Christmas traditions have been observed in many parts of the world for years. But while there are some customs that were still acceptable this 2015, there are also several that some people find odd.
As reported by Mashable , some notable traditions were just simple ordinary things made special because it was the Yuletide season.
In Venezuela, for example, people take on a different ride come Christmas morning to hear mass. While most countries commute or ride their cars, the people of Caracas uses skates to get to church. The said skaters also tug on strings tied by children on their bedroom windows that serve as manual alarm clocks.
Meanwhile, in Guatemala, cleanliness seemed to have been synonymous to the holidays. According to the report, it was a tradition in the country to sweep and rid their homes of dirt and trash. The garbage is then piled around an effigy of the devil that gets burned.
While there are simple, notable Christmas traditions that was still observed this 2015, there are also odd customs that are practiced.

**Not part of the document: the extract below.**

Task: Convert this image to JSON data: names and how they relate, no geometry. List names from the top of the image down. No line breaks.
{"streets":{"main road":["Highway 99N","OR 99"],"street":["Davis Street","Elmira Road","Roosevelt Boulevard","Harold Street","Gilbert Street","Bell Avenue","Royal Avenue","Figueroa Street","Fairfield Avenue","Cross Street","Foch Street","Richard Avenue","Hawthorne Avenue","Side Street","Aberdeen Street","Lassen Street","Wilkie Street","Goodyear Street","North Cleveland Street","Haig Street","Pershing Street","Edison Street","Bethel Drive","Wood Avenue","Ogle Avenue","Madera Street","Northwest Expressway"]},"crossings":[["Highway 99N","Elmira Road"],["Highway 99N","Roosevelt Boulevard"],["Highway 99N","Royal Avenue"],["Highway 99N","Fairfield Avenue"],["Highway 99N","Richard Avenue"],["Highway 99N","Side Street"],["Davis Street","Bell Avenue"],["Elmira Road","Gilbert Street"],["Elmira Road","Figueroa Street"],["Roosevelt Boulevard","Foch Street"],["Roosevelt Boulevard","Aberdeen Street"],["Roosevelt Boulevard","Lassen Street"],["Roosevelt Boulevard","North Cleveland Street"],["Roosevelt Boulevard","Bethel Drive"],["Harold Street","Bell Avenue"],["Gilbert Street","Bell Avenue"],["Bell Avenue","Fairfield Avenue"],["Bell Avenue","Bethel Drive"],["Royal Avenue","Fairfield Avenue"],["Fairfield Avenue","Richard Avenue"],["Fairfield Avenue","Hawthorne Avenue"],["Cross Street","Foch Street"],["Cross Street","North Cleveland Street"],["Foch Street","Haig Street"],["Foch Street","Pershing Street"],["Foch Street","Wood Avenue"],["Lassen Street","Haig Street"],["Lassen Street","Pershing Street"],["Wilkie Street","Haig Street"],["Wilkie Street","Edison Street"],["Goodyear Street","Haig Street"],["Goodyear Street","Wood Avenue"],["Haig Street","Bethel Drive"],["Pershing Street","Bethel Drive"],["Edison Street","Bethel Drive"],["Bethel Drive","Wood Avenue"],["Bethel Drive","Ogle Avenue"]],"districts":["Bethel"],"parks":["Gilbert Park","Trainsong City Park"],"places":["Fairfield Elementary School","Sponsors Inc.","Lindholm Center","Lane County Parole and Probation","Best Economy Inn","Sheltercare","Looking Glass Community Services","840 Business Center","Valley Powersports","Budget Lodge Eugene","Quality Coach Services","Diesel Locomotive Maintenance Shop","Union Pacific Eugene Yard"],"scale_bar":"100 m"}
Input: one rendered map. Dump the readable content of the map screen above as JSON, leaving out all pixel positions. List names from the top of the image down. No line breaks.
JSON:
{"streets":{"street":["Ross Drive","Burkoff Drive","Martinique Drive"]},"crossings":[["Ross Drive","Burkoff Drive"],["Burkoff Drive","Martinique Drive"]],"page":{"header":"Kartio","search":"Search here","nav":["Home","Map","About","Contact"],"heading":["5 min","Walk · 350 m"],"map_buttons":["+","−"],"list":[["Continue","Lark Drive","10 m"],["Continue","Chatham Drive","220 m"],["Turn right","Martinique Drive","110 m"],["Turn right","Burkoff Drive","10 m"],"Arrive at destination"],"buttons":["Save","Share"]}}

In a report by AOL , citing some LoveHomeSwap.com, it was mentioned that there are some odd traditions observed in Europe.
As told in the article, in Estonia, families loved going into the sauna all together. Gift-giving in Italy, meanwhile, doesn’t happen on Christmas but more than two weeks later. On Jan. 5, witches apparently deliver treats to kids. In Latvia, on the other hand, Christmas supposedly is like an extension of Halloween as mummies knock on doors to give people blessings.
While those who are nice are often promised a gift from Santa Claus as observed in Christmas traditions even before 2015, those who have been naughty apparently also get visitors according to The Upcoming UK .
In Austria, Germany and Hungary, there is apparently a “darked and horned” figure called Krampus that pay children who have been bad a visit come Christmas. While in Southeastern Europe, it is purportedly believed that a goblin known as Kallinkantzaros comes up during the holiday seasons to do tricks on people amid the merriment.